▶ _EXERCISE DESCRIPTION_:
Go through the data below and gather each line containing "Pérola".

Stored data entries

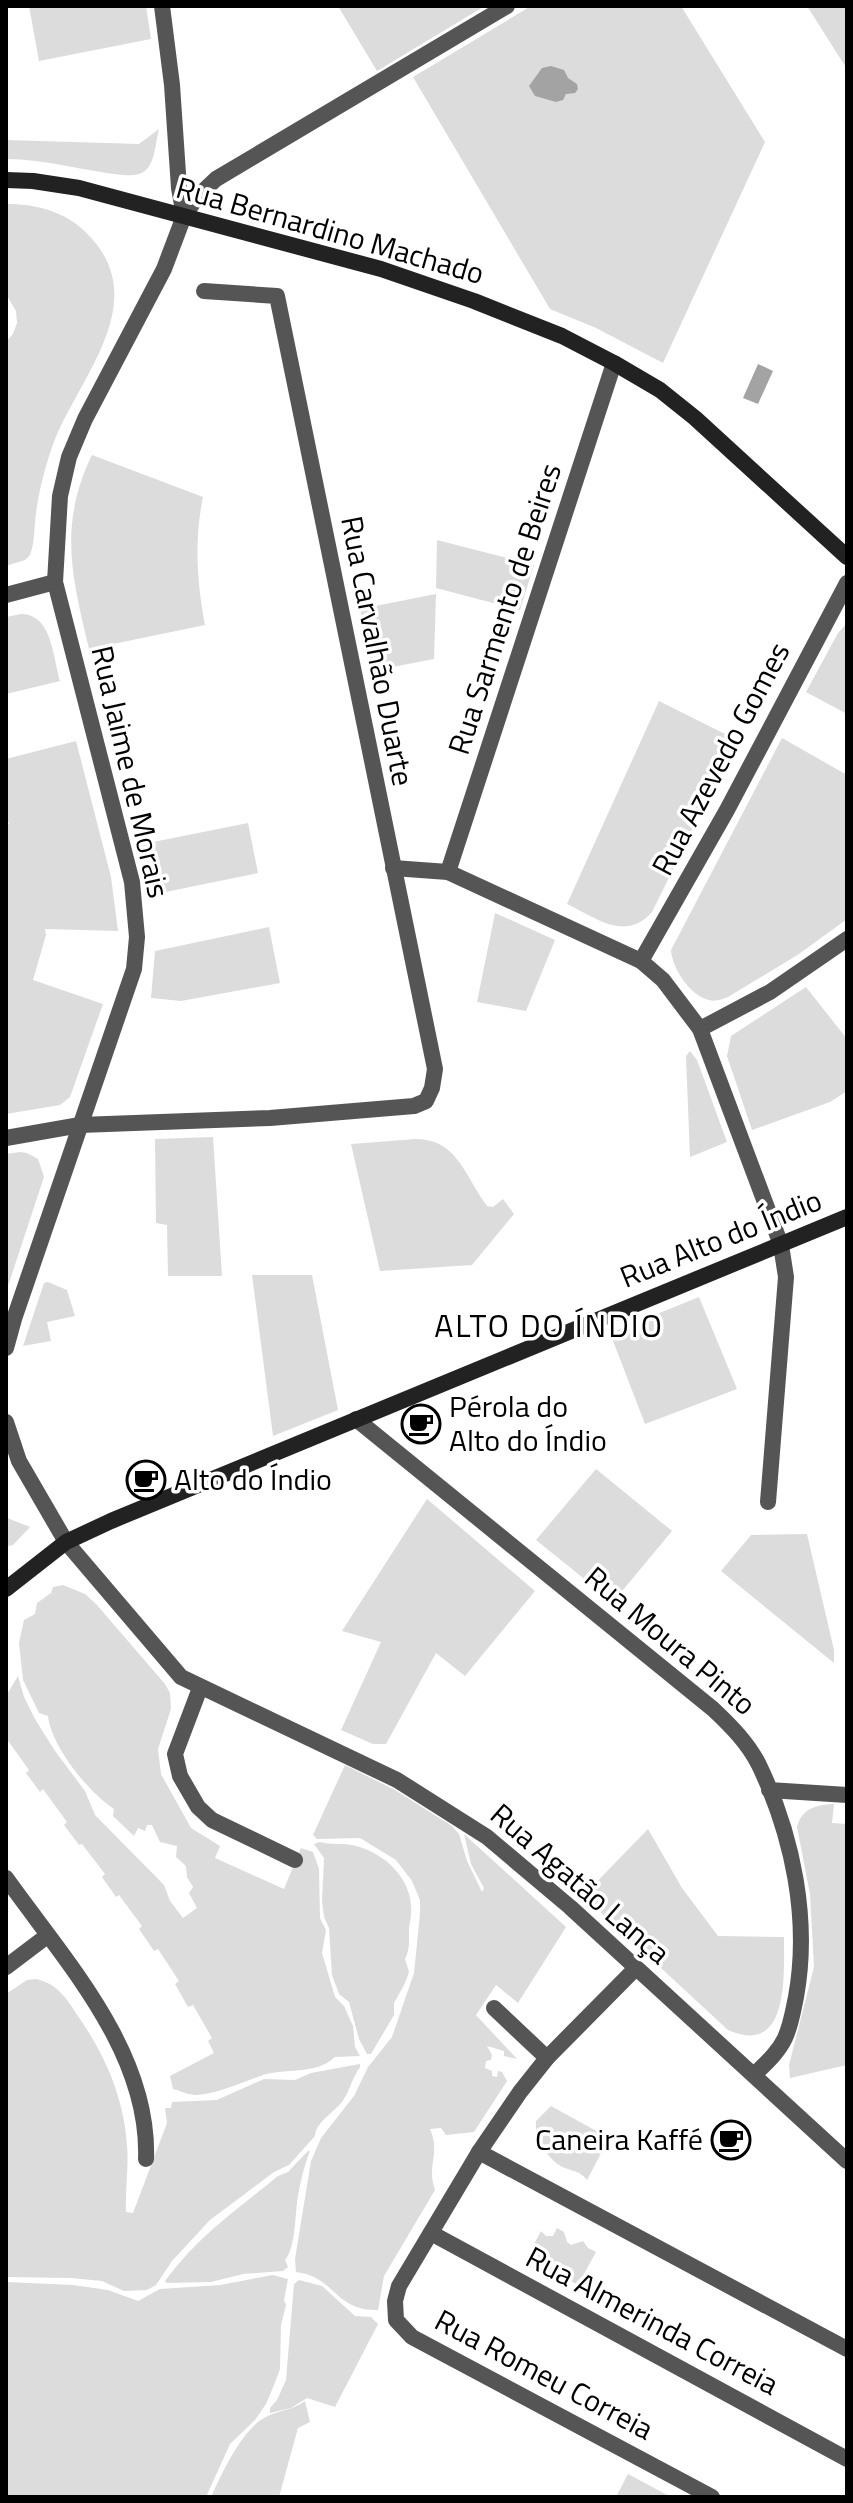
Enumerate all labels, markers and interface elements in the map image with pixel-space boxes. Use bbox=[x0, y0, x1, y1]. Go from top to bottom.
street label: Rua Bernardino Machado bbox=[171, 164, 490, 296]
street label: Rua Sarmento de Beires bbox=[435, 457, 573, 760]
street label: Rua Carvalhão Duarte bbox=[329, 512, 427, 790]
street label: Rua Azevedo Gomes bbox=[639, 634, 801, 883]
street label: Rua Jaime de Morais bbox=[80, 641, 182, 902]
street label: Rua Alto do Índio bbox=[613, 1177, 828, 1299]
district label: ALTO DO ÍNDIO bbox=[434, 1301, 664, 1349]
place label: Pérola do Alto do Índio bbox=[449, 1383, 607, 1463]
cafe icon: Pérola do Alto do Índio bbox=[400, 1403, 442, 1445]
place label: Alto do Índio bbox=[174, 1456, 332, 1502]
cafe icon: Alto do Índio bbox=[125, 1459, 167, 1501]
street label: Rua Moura Pinto bbox=[575, 1555, 766, 1726]
street label: Rua Agatão Lança bbox=[480, 1792, 681, 1975]
place label: Caneira Kaffé bbox=[535, 2116, 703, 2162]
cafe icon: Caneira Kaffé bbox=[710, 2119, 752, 2161]
street label: Rua Almerinda Correia bbox=[518, 2234, 787, 2406]
street label: Rua Romeu Correia bbox=[427, 2297, 662, 2451]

▶ _SOLUTION FOR THIS EXERCISE_:
place label: Pérola do Alto do Índio bbox=[449, 1383, 607, 1463]
cafe icon: Pérola do Alto do Índio bbox=[400, 1403, 442, 1445]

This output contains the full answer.